Collected data entries
*-*-*

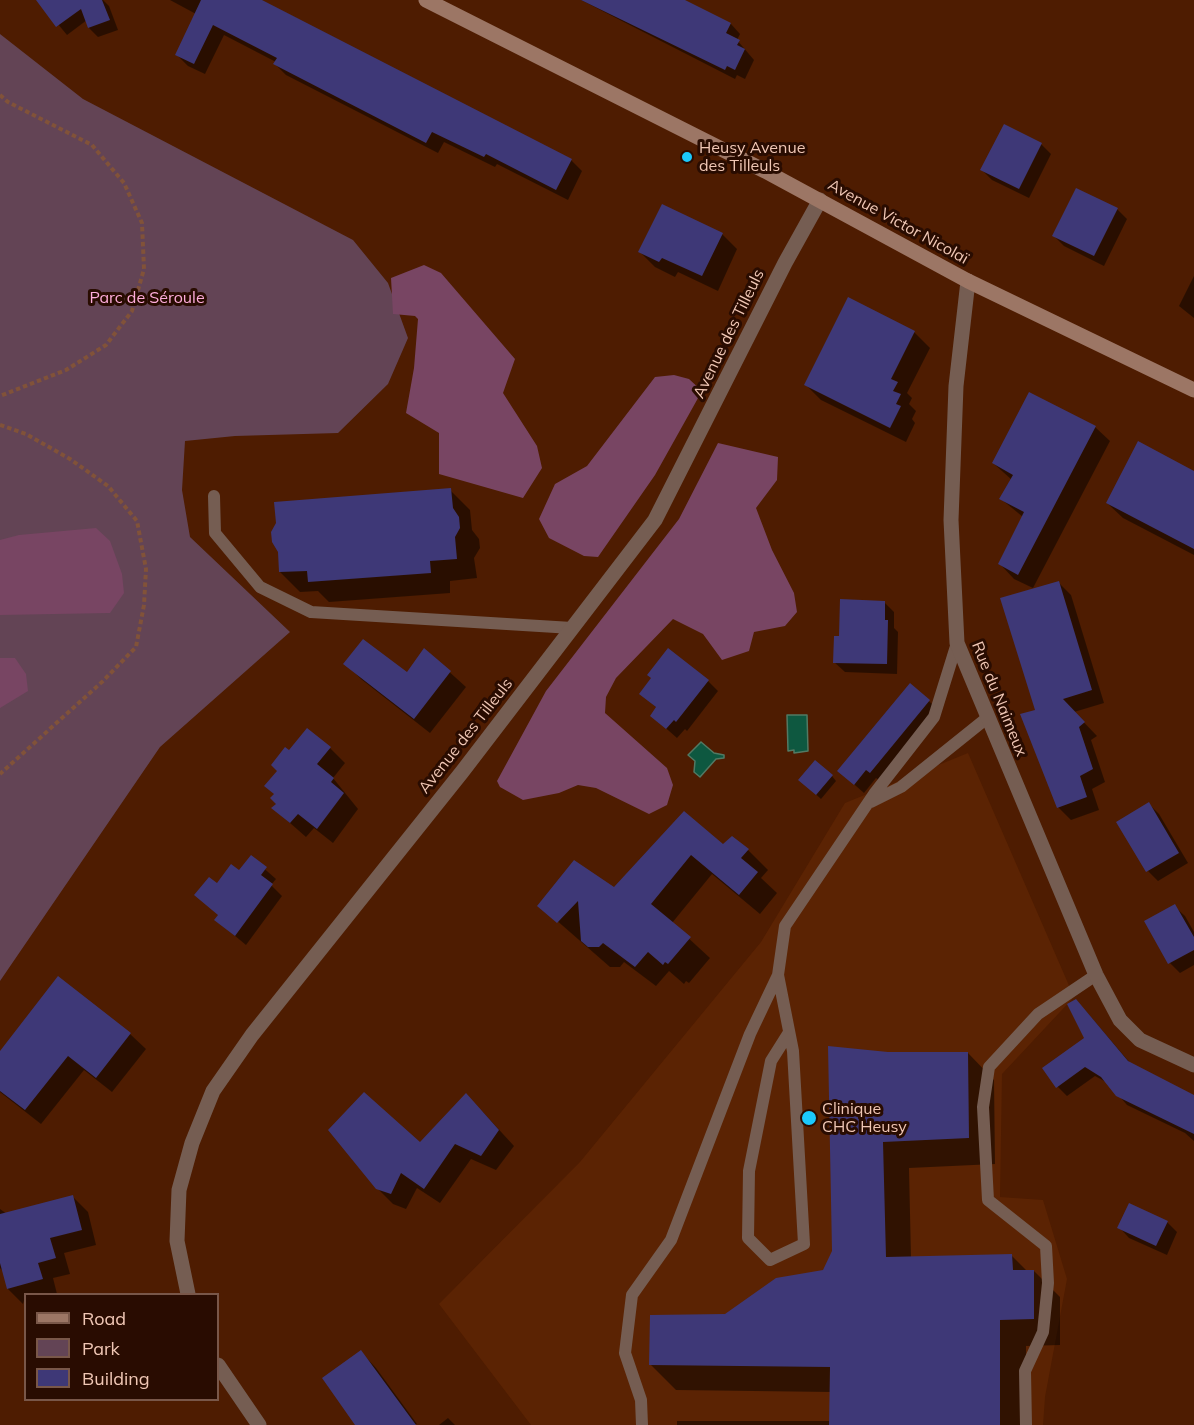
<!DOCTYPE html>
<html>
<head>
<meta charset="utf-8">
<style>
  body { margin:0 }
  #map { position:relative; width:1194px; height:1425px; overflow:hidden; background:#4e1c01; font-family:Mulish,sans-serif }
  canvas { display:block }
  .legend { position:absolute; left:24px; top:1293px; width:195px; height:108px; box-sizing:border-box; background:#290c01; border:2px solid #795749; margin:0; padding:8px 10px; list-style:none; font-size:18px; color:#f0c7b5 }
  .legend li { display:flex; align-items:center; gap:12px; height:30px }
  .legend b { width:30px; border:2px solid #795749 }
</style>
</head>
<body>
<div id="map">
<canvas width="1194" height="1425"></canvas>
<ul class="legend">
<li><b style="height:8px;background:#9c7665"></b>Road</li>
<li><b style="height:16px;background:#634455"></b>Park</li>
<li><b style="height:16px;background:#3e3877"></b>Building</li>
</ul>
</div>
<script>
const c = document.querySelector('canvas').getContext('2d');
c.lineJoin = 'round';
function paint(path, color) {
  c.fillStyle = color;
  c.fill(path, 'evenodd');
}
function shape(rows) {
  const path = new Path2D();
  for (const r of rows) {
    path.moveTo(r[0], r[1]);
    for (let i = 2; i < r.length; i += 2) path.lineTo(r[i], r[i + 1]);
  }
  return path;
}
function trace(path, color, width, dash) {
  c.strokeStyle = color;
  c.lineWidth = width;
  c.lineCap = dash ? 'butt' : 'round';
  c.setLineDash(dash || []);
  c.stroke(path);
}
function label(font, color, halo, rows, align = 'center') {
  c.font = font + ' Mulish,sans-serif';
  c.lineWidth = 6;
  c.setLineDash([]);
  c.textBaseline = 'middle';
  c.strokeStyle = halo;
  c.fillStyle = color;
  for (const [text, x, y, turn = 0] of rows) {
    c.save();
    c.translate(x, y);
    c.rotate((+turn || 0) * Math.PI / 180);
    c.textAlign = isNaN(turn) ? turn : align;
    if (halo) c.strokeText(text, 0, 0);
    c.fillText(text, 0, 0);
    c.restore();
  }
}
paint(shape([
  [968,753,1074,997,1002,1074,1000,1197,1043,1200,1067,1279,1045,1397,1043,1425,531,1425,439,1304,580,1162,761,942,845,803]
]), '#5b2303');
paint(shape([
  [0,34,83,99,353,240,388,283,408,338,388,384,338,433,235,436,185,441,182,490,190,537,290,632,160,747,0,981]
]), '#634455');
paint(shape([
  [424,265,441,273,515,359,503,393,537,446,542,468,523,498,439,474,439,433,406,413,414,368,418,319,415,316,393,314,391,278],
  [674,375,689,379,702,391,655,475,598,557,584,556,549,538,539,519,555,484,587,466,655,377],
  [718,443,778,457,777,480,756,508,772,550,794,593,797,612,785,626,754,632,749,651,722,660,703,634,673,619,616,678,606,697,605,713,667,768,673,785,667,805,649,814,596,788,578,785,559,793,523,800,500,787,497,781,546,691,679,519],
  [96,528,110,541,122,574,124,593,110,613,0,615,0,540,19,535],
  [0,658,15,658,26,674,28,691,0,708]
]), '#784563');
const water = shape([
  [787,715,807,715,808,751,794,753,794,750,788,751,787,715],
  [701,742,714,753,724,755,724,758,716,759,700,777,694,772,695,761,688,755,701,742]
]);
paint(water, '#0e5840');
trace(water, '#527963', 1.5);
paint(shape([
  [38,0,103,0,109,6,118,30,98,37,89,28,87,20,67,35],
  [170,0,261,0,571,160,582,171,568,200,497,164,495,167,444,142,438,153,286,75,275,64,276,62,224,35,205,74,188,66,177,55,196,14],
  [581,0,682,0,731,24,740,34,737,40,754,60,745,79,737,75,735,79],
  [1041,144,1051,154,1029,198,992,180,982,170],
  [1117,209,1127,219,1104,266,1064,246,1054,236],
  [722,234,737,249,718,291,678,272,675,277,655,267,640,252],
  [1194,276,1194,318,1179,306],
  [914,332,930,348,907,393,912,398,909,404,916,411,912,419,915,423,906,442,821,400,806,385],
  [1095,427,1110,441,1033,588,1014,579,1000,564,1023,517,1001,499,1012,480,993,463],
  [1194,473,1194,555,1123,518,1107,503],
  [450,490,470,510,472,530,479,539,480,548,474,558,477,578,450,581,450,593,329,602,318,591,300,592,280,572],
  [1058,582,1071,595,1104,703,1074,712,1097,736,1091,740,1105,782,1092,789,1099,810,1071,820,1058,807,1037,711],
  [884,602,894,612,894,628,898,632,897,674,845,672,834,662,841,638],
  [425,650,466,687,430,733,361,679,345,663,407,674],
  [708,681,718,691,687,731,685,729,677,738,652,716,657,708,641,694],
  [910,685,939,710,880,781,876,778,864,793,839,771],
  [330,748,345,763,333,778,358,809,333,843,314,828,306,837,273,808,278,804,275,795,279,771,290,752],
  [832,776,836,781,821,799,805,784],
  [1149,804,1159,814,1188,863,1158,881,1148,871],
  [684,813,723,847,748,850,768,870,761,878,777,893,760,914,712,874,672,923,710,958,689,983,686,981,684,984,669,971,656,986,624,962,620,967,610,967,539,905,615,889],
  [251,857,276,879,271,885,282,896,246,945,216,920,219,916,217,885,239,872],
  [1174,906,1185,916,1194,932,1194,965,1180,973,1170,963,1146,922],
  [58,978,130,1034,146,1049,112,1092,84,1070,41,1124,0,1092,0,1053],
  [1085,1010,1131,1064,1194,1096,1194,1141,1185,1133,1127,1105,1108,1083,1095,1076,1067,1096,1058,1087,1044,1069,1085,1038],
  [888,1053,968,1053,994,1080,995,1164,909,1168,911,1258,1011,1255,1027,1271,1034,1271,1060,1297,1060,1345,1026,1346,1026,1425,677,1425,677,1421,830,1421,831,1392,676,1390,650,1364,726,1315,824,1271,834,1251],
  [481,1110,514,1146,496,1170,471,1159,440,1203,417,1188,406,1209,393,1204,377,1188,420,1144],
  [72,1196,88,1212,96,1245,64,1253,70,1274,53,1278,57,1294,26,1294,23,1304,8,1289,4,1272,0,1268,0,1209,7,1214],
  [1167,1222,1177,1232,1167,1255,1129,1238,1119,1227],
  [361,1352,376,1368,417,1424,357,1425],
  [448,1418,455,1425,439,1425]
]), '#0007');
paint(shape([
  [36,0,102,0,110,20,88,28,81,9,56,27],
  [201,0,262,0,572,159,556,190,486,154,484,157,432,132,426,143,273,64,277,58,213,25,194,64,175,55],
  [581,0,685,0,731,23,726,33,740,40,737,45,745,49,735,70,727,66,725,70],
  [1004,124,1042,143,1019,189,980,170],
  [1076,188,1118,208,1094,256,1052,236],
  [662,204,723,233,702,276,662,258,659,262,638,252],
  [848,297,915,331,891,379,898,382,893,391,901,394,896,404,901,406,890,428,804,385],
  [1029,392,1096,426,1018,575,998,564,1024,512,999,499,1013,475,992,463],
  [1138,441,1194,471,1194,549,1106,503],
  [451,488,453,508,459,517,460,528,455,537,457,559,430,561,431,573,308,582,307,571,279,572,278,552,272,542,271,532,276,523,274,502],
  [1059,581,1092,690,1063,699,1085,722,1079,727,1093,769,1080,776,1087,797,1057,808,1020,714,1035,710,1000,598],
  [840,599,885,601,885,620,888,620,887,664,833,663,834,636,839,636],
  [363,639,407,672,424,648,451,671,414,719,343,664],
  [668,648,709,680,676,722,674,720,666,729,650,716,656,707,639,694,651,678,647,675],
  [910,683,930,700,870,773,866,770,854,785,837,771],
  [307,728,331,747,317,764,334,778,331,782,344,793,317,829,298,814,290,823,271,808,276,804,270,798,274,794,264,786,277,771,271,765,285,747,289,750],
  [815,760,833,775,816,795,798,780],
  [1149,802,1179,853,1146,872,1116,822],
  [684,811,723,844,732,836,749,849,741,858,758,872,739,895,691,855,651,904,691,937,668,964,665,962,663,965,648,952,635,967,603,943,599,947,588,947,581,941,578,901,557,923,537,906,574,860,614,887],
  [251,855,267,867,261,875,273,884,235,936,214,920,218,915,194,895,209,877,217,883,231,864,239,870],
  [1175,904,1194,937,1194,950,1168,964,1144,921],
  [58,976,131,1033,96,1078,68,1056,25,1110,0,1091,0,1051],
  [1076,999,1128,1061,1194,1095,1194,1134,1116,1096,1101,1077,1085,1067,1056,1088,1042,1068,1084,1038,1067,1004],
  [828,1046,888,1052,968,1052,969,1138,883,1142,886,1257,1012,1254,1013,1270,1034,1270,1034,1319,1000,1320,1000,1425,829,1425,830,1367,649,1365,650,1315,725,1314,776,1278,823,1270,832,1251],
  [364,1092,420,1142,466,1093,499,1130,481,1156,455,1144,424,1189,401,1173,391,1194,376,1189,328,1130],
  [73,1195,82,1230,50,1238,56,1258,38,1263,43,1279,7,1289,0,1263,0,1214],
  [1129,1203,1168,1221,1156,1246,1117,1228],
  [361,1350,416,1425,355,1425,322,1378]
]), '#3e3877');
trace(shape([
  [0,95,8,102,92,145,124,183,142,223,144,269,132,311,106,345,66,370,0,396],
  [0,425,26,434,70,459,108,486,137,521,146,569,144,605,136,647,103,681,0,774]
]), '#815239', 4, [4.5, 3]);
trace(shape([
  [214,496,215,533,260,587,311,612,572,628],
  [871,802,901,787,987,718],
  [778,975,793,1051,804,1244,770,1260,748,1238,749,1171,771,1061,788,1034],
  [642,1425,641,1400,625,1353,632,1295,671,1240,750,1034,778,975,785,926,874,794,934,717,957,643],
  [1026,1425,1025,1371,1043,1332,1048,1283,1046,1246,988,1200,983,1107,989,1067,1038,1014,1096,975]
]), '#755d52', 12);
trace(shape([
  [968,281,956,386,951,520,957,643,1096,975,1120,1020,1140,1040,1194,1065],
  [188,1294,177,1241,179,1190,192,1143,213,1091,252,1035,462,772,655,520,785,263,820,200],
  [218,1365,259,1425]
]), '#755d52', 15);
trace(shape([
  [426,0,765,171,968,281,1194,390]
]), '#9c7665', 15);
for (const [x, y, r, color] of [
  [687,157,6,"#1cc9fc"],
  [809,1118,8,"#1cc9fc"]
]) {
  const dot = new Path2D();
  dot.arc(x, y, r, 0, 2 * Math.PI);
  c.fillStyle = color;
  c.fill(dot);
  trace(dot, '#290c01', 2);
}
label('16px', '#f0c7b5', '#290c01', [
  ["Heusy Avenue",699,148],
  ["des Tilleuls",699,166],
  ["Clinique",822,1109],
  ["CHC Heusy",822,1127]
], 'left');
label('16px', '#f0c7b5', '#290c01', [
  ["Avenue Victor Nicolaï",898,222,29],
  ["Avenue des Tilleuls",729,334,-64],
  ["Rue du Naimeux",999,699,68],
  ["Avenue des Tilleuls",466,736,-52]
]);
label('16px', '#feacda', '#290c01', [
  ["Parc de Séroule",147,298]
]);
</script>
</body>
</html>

*-*-*

**Exercise requirements:** How many lines of the data hold the string "align"? Reply with the number alone.

**Answer box:** 3